Di Balik Arti Belanja pada Hari Raya

By , Rabu, 15 Agustus 2012 | 18:15 WIB

Hari raya seringkali menjadi momentum bagi banyak orang untuk membelanjakan uangnya. Tergiur oleh diskon, pemasukan tambahan dari Tunjangan Hari Raya (THR), dan kebiasaan masyarakat yang mengharuskan baju terbaik saat hari perayaan.

Sosiolog dari Universitas Muhammadiyah Yogyakarta Zuly Qodir menjelaskan, fenomena belanja di Indonesia khususnya saat hari raya dimulai sejak tahun 1990-an. Waktu itu terjadi adanya perubahan zaman dari agraris ke industri.

“Sejak zaman industri itulah belanja menjadi bagian dari gaya hidup yang berpacu dalam persaingan, kepanikan, bahkan pertunjukan kegilaan akan barang-barang produksi,“ ungkap Zuly di Yogyakarta, Rabu (15/8).

Belanja, lanjutnya, digunakan oleh kaum kapitalis untuk menaikkan keuntungan sebesar-besarnya hingga masyarakat menjadi tergantung dengan barang produksinya. Inilah yang menjadikan realitas baru dalam kehidupan masyarakat.

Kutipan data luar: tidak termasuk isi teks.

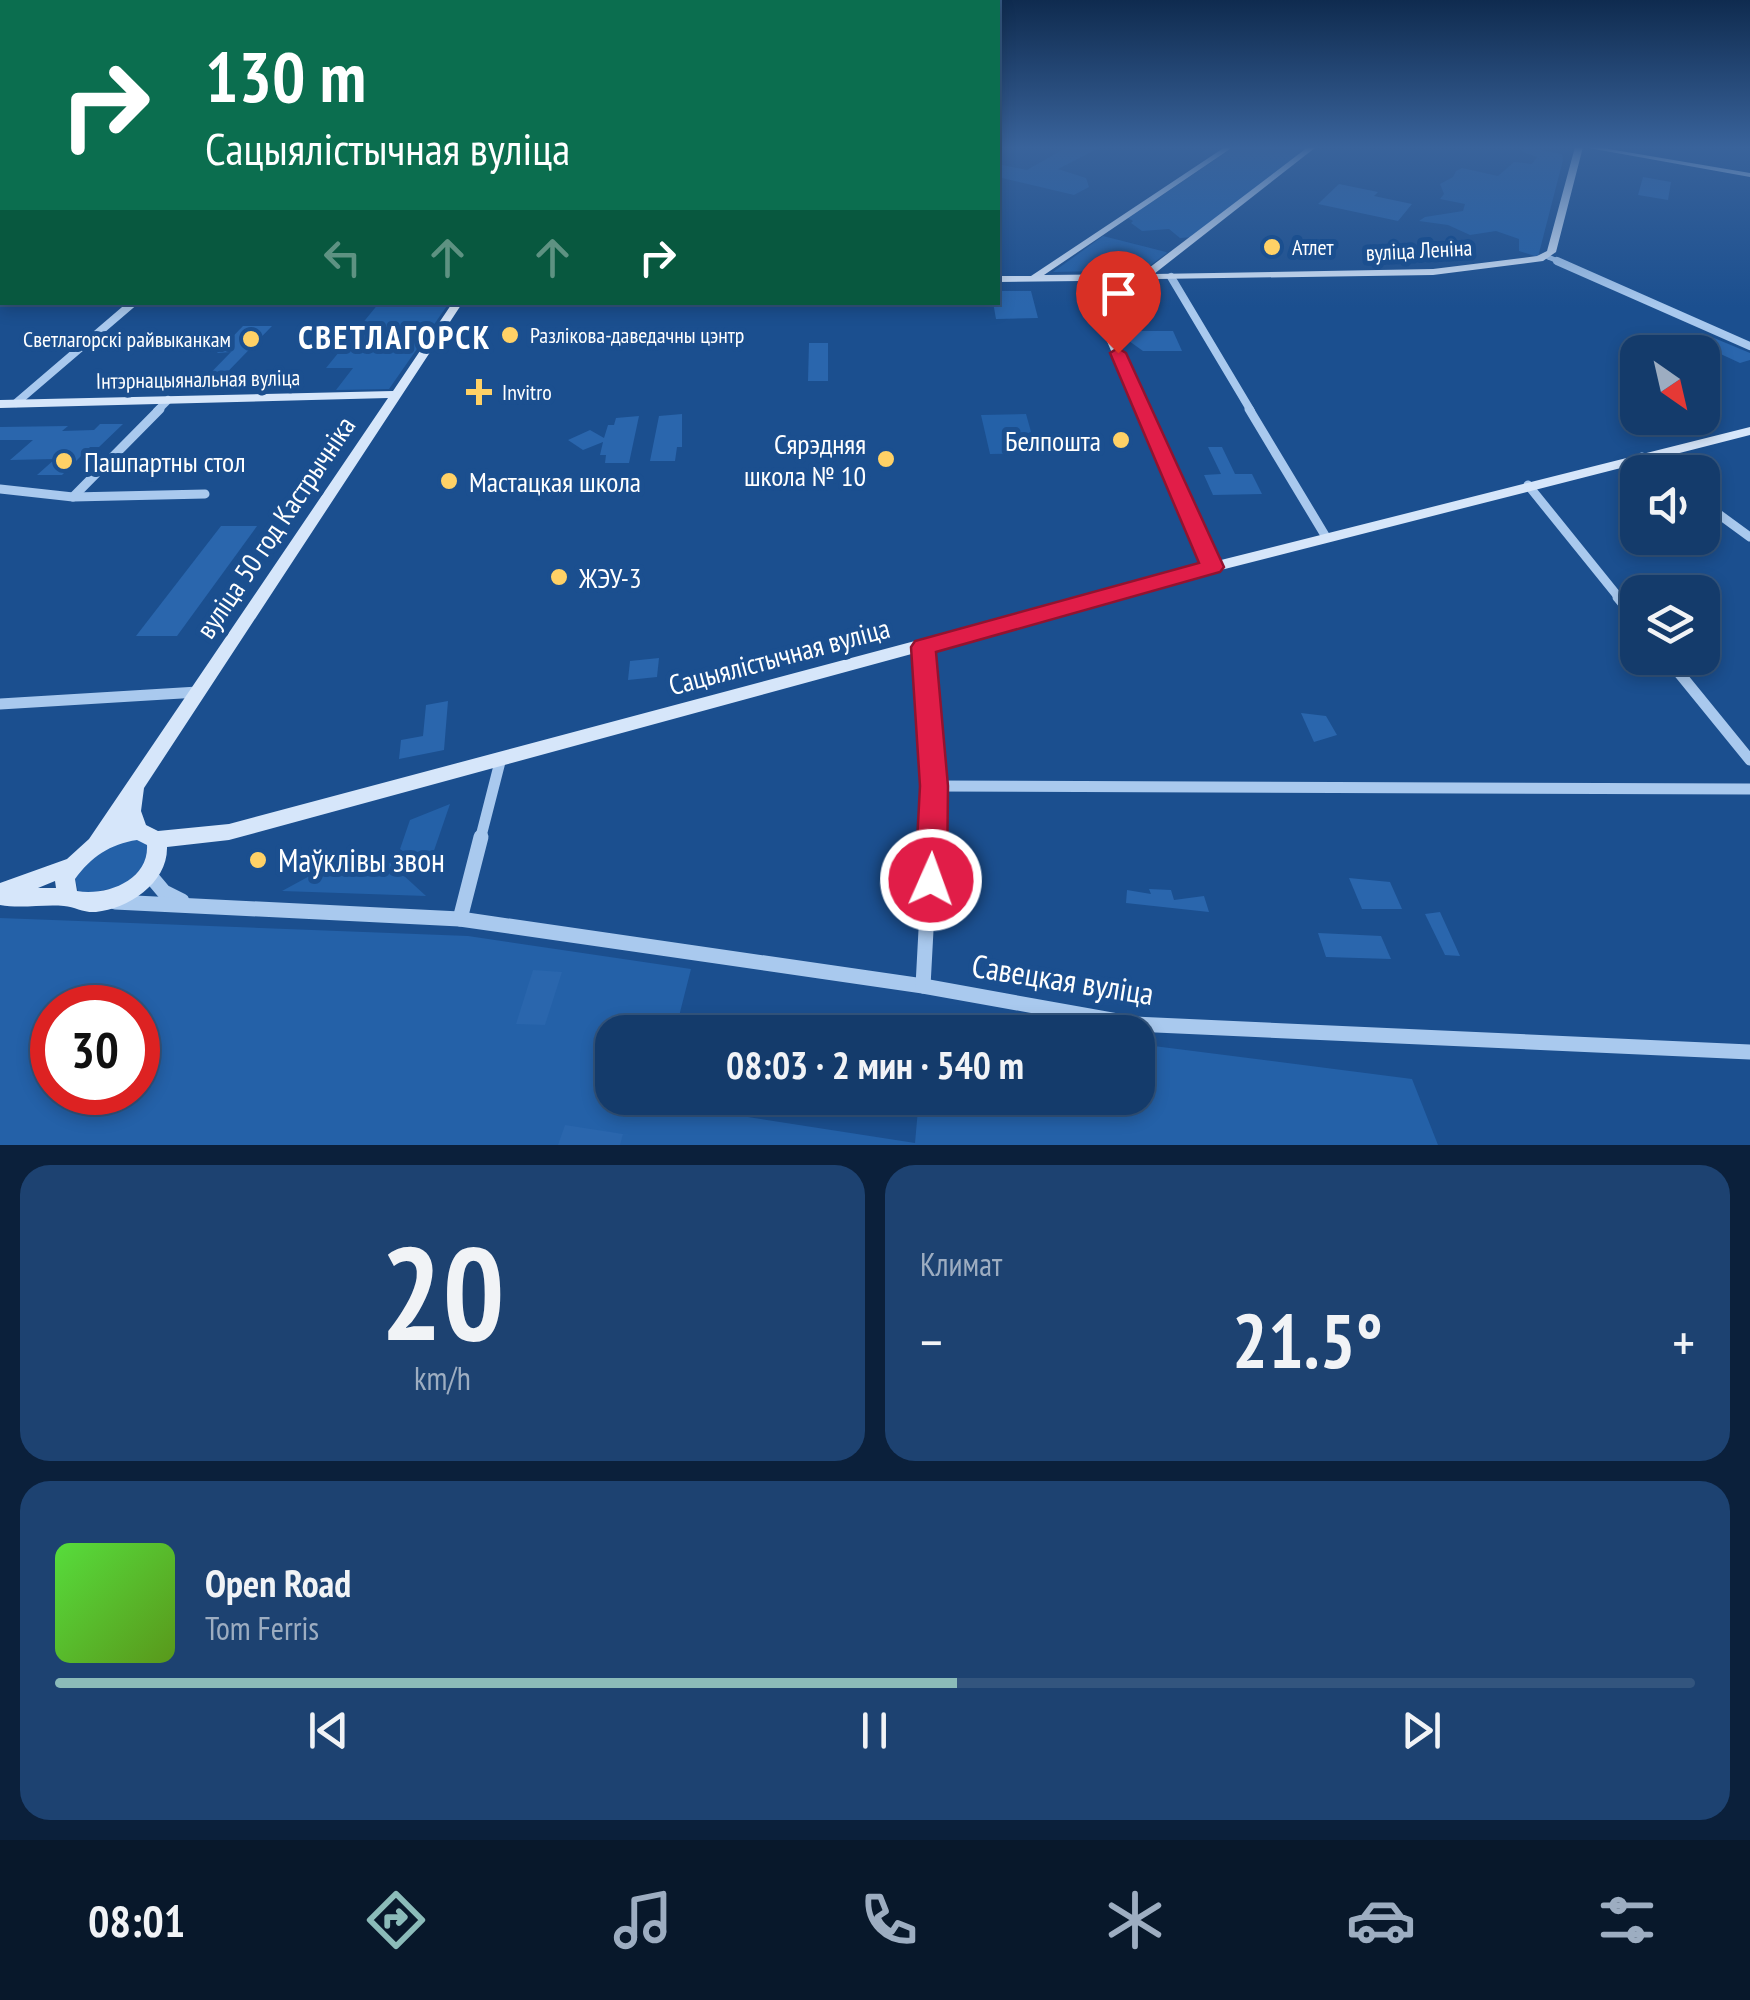 <!DOCTYPE html>
<html lang="ru">
<head>
<meta charset="utf-8">
<style>
  :root { --surface:#143b6b; --page:#1d4271; --text:#f1f3f6; --muted:#9dadc1; --line:#33557e; --accent:#8bbbb9 }
  body { margin:0; font-family:"PT Sans Narrow",sans-serif; background:var(--page); color:var(--text); height:100vh; display:flex; flex-direction:column; font-size:38px; white-space:nowrap }
  * { box-sizing:border-box; margin:0 }
  p { font-size:32px; color:var(--muted) }
  .icon { flex:none; width:55px; height:55px; fill:none; stroke:currentColor; stroke-width:2; stroke-linecap:round; stroke-linejoin:round }
  .map { position:relative; height:1145px; overflow:hidden }
  .drawer { display:flex; flex-direction:column; gap:20px; padding:20px; background:#0b203b; flex:1 }
  .drawer>* { flex:none }
  .hud { position:absolute; left:0px; top:0px; width:1000px; height:305px; box-shadow:0 5px 15px #0003,0 0 0 2px var(--line); background:#0b6e4f; color:#fff; overflow:hidden }
  .needle { width:65px; rotate:146deg }
  .controls { position:absolute; left:1620px; top:335px; display:grid; gap:20px }
  .controls a { display:grid; place-items:center; width:100px; height:100px; border-radius:20px; background:var(--surface); box-shadow:0 5px 15px #0003,0 0 0 2px var(--line); font-size:50px }
  .speed { position:absolute; left:30px; top:985px; display:flex; gap:20px; font-size:50px; font-weight:700; text-align:center }
  .speed>* { display:grid; place-content:center; width:130px; height:130px; border-radius:50%; background:var(--surface); box-shadow:0 5px 15px #0003,0 0 0 2px var(--line); line-height:1 }
  .speed .limit { border:15px solid #d22; background:#fff; color:#111 }
  .pin { position:absolute; display:grid; place-items:center; width:85px; height:85px; color:#fff; margin:-102px -42px; border-radius:50% 50% 50% 0; rotate:-45deg; box-shadow:0 0 10px #0007 }
  .pin .icon { rotate:45deg }
  .me { position:absolute; width:110px; margin:-55px; rotate:2deg; stroke-linejoin:round; filter:drop-shadow(0 0 8px #0008) }
  .turn { display:flex; align-items:center; gap:35px; height:210px; padding:0 40px; font-size:45px }
  .turn .icon { width:130px; height:130px; stroke-width:2.5 }
  .turn b { display:block; font-size:70px; line-height:85px }
  .lanes { display:flex; align-items:center; height:95px; padding:0 40px; background:#0003; justify-content:center; gap:50px; direction:ltr }
  .lanes .off { opacity:.35 }
  .big { font-size:75px; font-weight:700; line-height:1.1 }
  .drawer .card { flex:1; display:flex; flex-direction:column; justify-content:center; gap:15px; min-width:0; padding:0 35px; border-radius:30px; background:var(--page) }
  .drawer .dial { align-items:center; gap:0 }
  .dial b { font-size:130px; line-height:1 }
  .song { display:flex; align-items:center; gap:30px }
  .cover { width:120px; height:120px; border-radius:15px; background:linear-gradient(135deg,hsl(110 70% 55%),hsl(90 70% 35%)) }
  .played { height:10px; border-radius:5px; background:linear-gradient(90deg,var(--accent) 55%,var(--line) 55%) }
  .keys { display:flex; justify-content:space-around; direction:ltr }
  .heat { display:flex; justify-content:space-between; align-items:center; font-size:55px; direction:ltr }
  .drawer .tiles { flex:1; display:grid; gap:20px; grid-template-columns:1fr 1fr }
  .card:last-child { grid-column:span 2 }
  .trip { position:absolute; left:595px; top:1015px; width:560px; height:100px; border-radius:30px; background:var(--surface); box-shadow:0 5px 15px #0003,0 0 0 2px var(--line); font-weight:700; line-height:100px; text-align:center }
  .menu { display:flex; height:160px; justify-content:space-around; align-items:center; background:#08182b; color:var(--muted) }
  .menu .icon { width:70px; height:70px }
  .menu .active { color:var(--accent) }
  .menu b { font-size:45px; color:var(--text) }
  .map>svg:first-child { display:block }
  .green { fill:#2461a8; fill-rule:evenodd }
  .building { fill:#2a66ad }
  .lines { fill:none; stroke-linecap:round; stroke-linejoin:round }
  .street-far4 { stroke:#a9c9ee; stroke-width:5 }
  .street-far3 { stroke:#a9c9ee; stroke-width:8 }
  .street-far2 { stroke:#a9c9ee; stroke-width:9 }
  .street-far1 { stroke:#a9c9ee; stroke-width:11 }
  .street { stroke:#a9c9ee; stroke-width:15 }
  .secondary { fill:#d6e6fa; fill-rule:evenodd }
  .route { fill:#e11d48; stroke:#92132f; stroke-width:2.5 }
  .poi-dot { fill:#ffd166; stroke:#1b4f8f; stroke-width:4 }
  .labels { text-anchor:middle; dominant-baseline:central; stroke-width:10; stroke-linejoin:round; paint-order:stroke }
  .far-poi-label { font-size:22px; fill:#fff; stroke:#1b4f8f; text-anchor:start }
  .far-street-label { font-size:22px; fill:#fff; stroke:#1b4f8f }
  .poi-label { font-size:28px; fill:#fff; stroke:#1b4f8f; text-anchor:start }
  .street-label { font-size:28px; fill:#fff; stroke:#1b4f8f }
  .far-district-label { font-size:32px; font-weight:bold; letter-spacing:2.5px; fill:#fff; stroke:#1b4f8f }
  .near-poi-label { font-size:32px; fill:#fff; stroke:#1b4f8f; text-anchor:start }
  .near-street-label { font-size:32px; fill:#fff; stroke:#1b4f8f }
</style>
</head>
<body>
<div class="map">
<svg width="1750" height="1145" viewBox="0 0 1750 1145">
  <rect width="100%" height="100%" fill="#1b4f8f"/>
  <g class="green">
    <path d="M 1067,147 L 1101,147 L 1058,169 L 1086,178 L 1089,187 L 1074,195 L 998,177 L 998,164 L 1027,170 Z"/>
    <path d="M 1234,147 L 1309,147 L 1193,237 L 1180,238 L 1169,229 L 1142,231 L 1131,223 L 1133,221 L 1128,218 Z"/>
    <path d="M 1525,147 L 1562,154 L 1563,160 L 1538,257 L 1519,251 L 1519,239 L 1496,231 L 1470,235 L 1448,225 L 1419,221 L 1425,217 L 1463,211 L 1465,204 L 1440,199 L 1444,194 L 1440,184 L 1453,177 L 1456,171 L 1462,168 L 1498,176 L 1514,162 L 1532,164 L 1537,157 L 1521,151 Z"/>
    <path d="M 1103,236 L 1166,252 L 1167,253 L 1144,270 L 1053,272 Z"/>
    <path d="M 379,303 L 449,303 L 389,389 L 336,390 L 353,368 L 326,368 Z"/>
    <path d="M 1026,414 L 1037,453 L 990,454 L 981,415 Z"/>
    <path d="M 450,804 L 427,871 L 400,849 L 410,820 Z"/>
    <path d="M 133,838 L 147,843 L 147,863 L 124,886 L 84,894 L 78,891 L 75,878 L 92,854 Z"/>
    <path d="M 339,860 L 390,863 L 426,896 L 282,891 Z"/>
    <path d="M 0,918 L 468,936 L 691,969 L 675,1032 L 612,1032 L 612,1098 L 658,1098 L 658,1103 L 915,1143 L 919,1098 L 1138,1098 L 1138,1044 L 1412,1079 L 1438,1145 L 0,1145 ZM 52,1008 L 138,1008 L 138,1092 L 52,1092 Z"/>
  </g>
  <g class="building">
    <path d="M 1643,177 L 1671,182 L 1668,200 L 1638,195 Z"/>
    <path d="M 1339,184 L 1378,192 L 1374,196 L 1412,204 L 1398,221 L 1318,204 Z"/>
    <path d="M 998,291 L 1031,291 L 1038,318 L 996,319 L 993,302 L 998,302 Z"/>
    <path d="M 243,326 L 272,326 L 209,391 L 192,392 L 231,352 L 217,353 Z"/>
    <path d="M 1138,331 L 1173,331 L 1182,351 L 1143,351 L 1129,341 Z"/>
    <path d="M 1702,333 L 1750,353 L 1750,360 L 1740,363 L 1684,337 Z"/>
    <path d="M 809,343 L 828,343 L 828,381 L 808,381 Z"/>
    <path d="M 682,414 L 682,447 L 677,447 L 675,461 L 650,461 L 659,416 Z"/>
    <path d="M 639,416 L 629,463 L 605,463 L 606,455 L 600,455 L 603,442 L 583,450 L 568,440 L 590,430 L 604,438 L 608,425 L 614,425 L 616,418 Z"/>
    <path d="M 100,424 L 123,424 L 99,447 L 90,447 L 62,475 L 37,475 L 55,459 L 10,460 L 33,440 L 0,440 L 0,427 L 68,426 L 62,431 L 94,430 Z"/>
    <path d="M 1208,447 L 1222,447 L 1235,474 L 1252,474 L 1262,494 L 1213,495 L 1204,475 L 1221,474 Z"/>
    <path d="M 221,526 L 257,526 L 177,636 L 136,636 Z"/>
    <path d="M 659,658 L 657,677 L 628,680 L 630,661 Z"/>
    <path d="M 448,701 L 444,750 L 399,759 L 401,740 L 423,736 L 426,705 Z"/>
    <path d="M 1301,713 L 1326,716 L 1337,735 L 1314,742 Z"/>
    <path d="M 1349,878 L 1390,882 L 1402,909 L 1362,909 Z"/>
    <path d="M 1149,889 L 1171,890 L 1174,900 L 1204,896 L 1209,912 L 1126,903 L 1127,890 L 1151,894 Z"/>
    <path d="M 1440,912 L 1460,956 L 1445,955 L 1425,914 Z"/>
    <path d="M 1318,933 L 1381,936 L 1391,959 L 1326,957 Z"/>
    <path d="M 533,970 L 562,972 L 545,1025 L 516,1024 Z"/>
    <path d="M 565,1125 L 623,1134 L 620,1145 L 558,1145 Z"/>
  </g>
  <g class="lines">
    <path class="street-far4" d="M 1548,257 L 1563,263"/>
    <g class="street-far3">
      <path d="M 1557,261 L 1750,346"/>
      <path d="M 1171,277 L 1251,411"/>
      <path d="M 16,403 L 134,302"/>
      <path d="M 157,411 L 168,400"/>
    </g>
    <g class="street-far2">
      <path d="M 1249,409 L 1326,537"/>
      <path d="M 1642,457 L 1662,472"/>
      <path d="M 1528,485 L 1620,599"/>
      <path d="M 0,489 L 73,497 L 205,494"/>
      <path d="M 73,497 L 160,409"/>
      <path d="M 1702,502 L 1750,537"/>
    </g>
    <g class="street-far1">
      <path d="M 1618,597 L 1638,621"/>
      <path d="M 923,647 L 934,786 L 931,840"/>
      <path d="M 1667,658 L 1750,760"/>
      <path d="M 0,704 L 198,692"/>
      <path d="M 934,786 L 1750,789"/>
      <path d="M 480,840 L 501,758"/>
    </g>
    <g class="street">
      <path d="M 148,873 L 164,892 L 182,901"/>
      <path d="M 115,902 L 460,919 L 923,986 L 1134,1024 L 1750,1052"/>
      <path d="M 460,919 L 481,837"/>
      <path d="M 923,986 L 931,837"/>
    </g>
    <g class="secondary">
      <rect x="0" y="147" width="2" height="2"/>
      <path d="M 1225,147 L 1233,147 L 1044,275 L 1141,274 L 1308,147 L 1316,147 L 1154,274 L 1433,269 L 1537,256 L 1547,251 L 1575,147 L 1583,147 L 1556,252 L 1543,261 L 1433,275 L 1091,280 L 1217,561 L 1750,427 L 1750,435 L 1213,572 L 229,840 L 167,847 C 168,883 128,909 96,912 C 84,913 75,907 64,906 C 43,904 21,909 0,905 L 0,883 L 67,859 L 89,839 L 388,398 L 0,408 L 0,400 L 393,391 L 453,302 L 463,302 L 144,788 L 141,811 L 146,825 L 158,831 L 229,824 L 1203,564 L 1081,281 L 998,282 L 998,276 L 1031,276 ZM 137,840 L 147,845 C 149,880 107,896 77,891 L 75,879 C 91,857 110,844 137,840 ZM 55,881 L 56,888 L 38,888 Z"/>
      <path d="M 1583,147 L 1597,147 L 1750,173 L 1750,177 Z"/>
      <rect x="0" y="288" width="2" height="6"/>
    </g>
  </g>
  <linearGradient id="sky" x2="0" y2="1"><stop stop-color="#0f2b4f"/><stop offset="0.48" stop-color="#39639b"/><stop offset="1" stop-color="#39639b" stop-opacity="0"/></linearGradient>
  <rect width="1750" height="307" fill="url(#sky)"/>
  <path class="route" d="M 1118,348 L 1126,353 L 1224,567 L 1220,572 L 936,652 L 948,786 L 947,880 L 942,890 L 931,894 L 920,890 L 915,880 L 920,786 L 911,647 L 915,641 L 1199,563 L 1110,353 Z"/>
  <g class="poi-dot">
    <circle cx="1272" cy="247" r="10"/>
    <circle cx="510" cy="335" r="10"/>
    <circle cx="251" cy="339" r="10"/>
    <path d="M474 377h10v10h10v10h-10v10h-10v-10h-10v-10h10z"/>
    <circle cx="1121" cy="440" r="10"/>
    <circle cx="886" cy="459" r="10"/>
    <circle cx="64" cy="461" r="10"/>
    <circle cx="449" cy="481" r="10"/>
    <circle cx="559" cy="577" r="10"/>
    <circle cx="258" cy="860" r="10"/>
  </g>
  <g class="labels">
    <g class="far-poi-label">
      <text x="1292" y="247">Атлет</text>
      <text x="530" y="335">Разлікова-даведачны цэнтр</text>
      <text x="231" y="339" text-anchor="end">Светлагорскі райвыканкам</text>
      <text x="502" y="392">Invitro</text>
    </g>
    <g class="far-street-label">
      <text transform="translate(1419 250) rotate(-3)">вуліца Леніна</text>
      <text transform="translate(198 379) rotate(-1)">Інтэрнацыянальная вуліца</text>
    </g>
    <g class="poi-label">
      <text x="1101" y="440" text-anchor="end">Белпошта</text>
      <text x="866" y="443" text-anchor="end">Сярэдняя<tspan x="866" dy="32">школа № 10</tspan></text>
      <text x="84" y="461">Пашпартны стол</text>
      <text x="469" y="481">Мастацкая школа</text>
      <text x="579" y="577">ЖЭУ-3</text>
    </g>
    <g class="street-label">
      <text transform="translate(275 527) rotate(-56)">вуліца 50 год Кастрычніка</text>
      <text transform="translate(779 656) rotate(-15)">Сацыялістычная вуліца</text>
    </g>
    <g class="far-district-label">
      <text x="395" y="337">СВЕТЛАГОРСК</text>
    </g>
    <g class="near-poi-label">
      <text x="278" y="860">Маўклівы звон</text>
    </g>
    <g class="near-street-label">
      <text transform="translate(1063 979) rotate(9)">Савецкая вуліца</text>
    </g>
  </g>
</svg>
<div class="controls">
<a><svg class="needle" viewBox="-14 -14 28 28"><path d="M0-13l5 13h-10z" fill="#e53935"/><path d="M0 13l5-13h-10z" fill="#9dadc1"/></svg></a>
<a><svg class="icon" aria-label="sound" viewBox="0 0 24 24"><path d="M4 9h4l5-4v14l-5-4H4zM17 9q2 3 0 6"/></svg></a>
<a><svg class="icon" aria-label="layers" viewBox="0 0 24 24"><path d="M12 4l9 5-9 5-9-5zM3 14l9 5 9-5"/></svg></a>
</div>
<div class="speed"><div class="limit">30</div></div>
<div class="pin" style="left:1118px;top:353px;background:#d93025"><svg class="icon" aria-label="arrive" viewBox="0 0 24 24"><path d="M6 21V4h12l-3 4 3 4H6"/></svg></div>
<svg class="me" style="left:931px;top:880px" viewBox="-20 -20 40 40"><circle r="17" fill="#e11d48" stroke="#fff" stroke-width="3"/><path d="M0-11L8 9 0 5-8 9z" fill="#fff"/></svg>
<div class="trip">08:03 · 2 мин · 540 m</div>
<div class="hud">
<div class="turn"><svg class="icon" aria-label="right" viewBox="0 0 24 24"><path d="M7 20v-9h11M14 6l5 5-5 5"/></svg><div><b>130 m</b>Сацыялістычная вуліца</div></div>
<div class="lanes"><svg class="icon off" aria-label="left" viewBox="0 0 24 24"><path d="M17 20v-9H6M10 6l-5 5 5 5"/></svg><svg class="icon off" aria-label="ahead" viewBox="0 0 24 24"><path d="M12 20V5M6 11l6-6 6 6"/></svg><svg class="icon off" aria-label="ahead" viewBox="0 0 24 24"><path d="M12 20V5M6 11l6-6 6 6"/></svg><svg class="icon" aria-label="right" viewBox="0 0 24 24"><path d="M7 20v-9h11M14 6l5 5-5 5"/></svg></div>
</div>
</div>
<section class="drawer">
<div class="tiles">
<div class="card dial"><b>20</b><p>km/h</p></div>
<div class="card"><p>Климат</p>
<div class="heat"><a>−</a><b class="big">21.5°</b><a>+</a></div>
</div>
<div class="card">
<div class="song"><i class="cover"></i><div><b>Open Road</b><p>Tom Ferris</p></div></div>
<div class="played"></div>
<div class="keys"><svg class="icon" aria-label="previous" viewBox="0 0 24 24"><path d="M18 5L8 12l10 7zM5 5v14"/></svg><svg class="icon" aria-label="pause" viewBox="0 0 24 24"><path d="M8 5v14M16 5v14"/></svg><svg class="icon" aria-label="next" viewBox="0 0 24 24"><path d="M6 5l10 7-10 7zM19 5v14"/></svg></div>
</div>
</div>
</section>
<nav class="menu">
<b>08:01</b>
<svg class="icon active" aria-label="directions" viewBox="0 0 24 24"><path d="M12 3l9 9-9 9-9-9zM9 14v-3h6M13 9l2 2-2 2"/></svg>
<svg class="icon" aria-label="music" viewBox="0 0 24 24"><path d="M9 18V5l10-2v13"/><circle cx="6" cy="18" r="3"/><circle cx="16" cy="16" r="3"/></svg>
<svg class="icon" aria-label="phone" viewBox="0 0 24 24"><path d="M5 4h4l2 5-3 2q2 4 5 5l2-3 5 2v4C11 20 4 13 5 4z"/></svg>
<svg class="icon" aria-label="climate" viewBox="0 0 24 24"><path d="M12 3v18M4 7l16 10M4 17L20 7"/></svg>
<svg class="icon" aria-label="car" viewBox="0 0 24 24"><path d="M5 17H2v-5l4-1 3-4h7l3 4 3 1v5h-3M9 17h6M6 11h13"/><circle cx="7" cy="17" r="2"/><circle cx="17" cy="17" r="2"/></svg>
<svg class="icon" aria-label="filters" viewBox="0 0 24 24"><path d="M4 7h16M4 17h16"/><circle cx="9" cy="7" r="2"/><circle cx="15" cy="17" r="2"/></svg>
</nav>
</body>
</html>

Keberadaan mal, supermarket, hypermarket, atau pusat-pusat perbelanjaan lain, adalah wujud pembuatan kelas sosial baru dalam kehidupan sehari-hari. Belanja akhirnya digunakan sebagai cara menaikkan citra diri sekaligus menaikkan kelas sosial seseorang.

“Belanja merupakan sarana membangun jarak sosial dalam masyarakat. Barang belanjaan, tempat belanja, dan merk belanjaan adalah identitas sosial yang maha penting,” katanya.

Di Indonesia, belanja akhirnya mengarahkan pada konsumerisme. Konsumerisme inilah yang menyebabkan seseorang seringkali tidak merasa puas dengan apa yang dimilikinya. Akibatnya, orang akan belanja produk yang tidak dibutuhkan karena tergiur dengan berbagai macam bonus.

Ekonom dari Universitas Muhammadiyah Yogyakara Ahmad Ma’ruf, tak menampik jika hari raya menjadi pesta kemenangan bagi kaum pemodal. Para pelaku bisnis memanfaatkan momentum hari raya untuk memberikan bonus besar-besaran.

“Para pelaku bisnis menganggap wajar apabila masyarakat mengeluarkan extra cost dalam tradisi hari raya. Untuk itulah provokasi iklan produk maupun promosi pusat-pusat belanja gencar dilakukan,” tandasnya.

Ia melanjutkan bahwa konsumerisme memang tengah melanda masyarakat Indonesia. Padahal ketika Indonesia mengalami masa agraris, masyarakat tidak termotivasi untuk membelanjakan uangnya secara berlebih.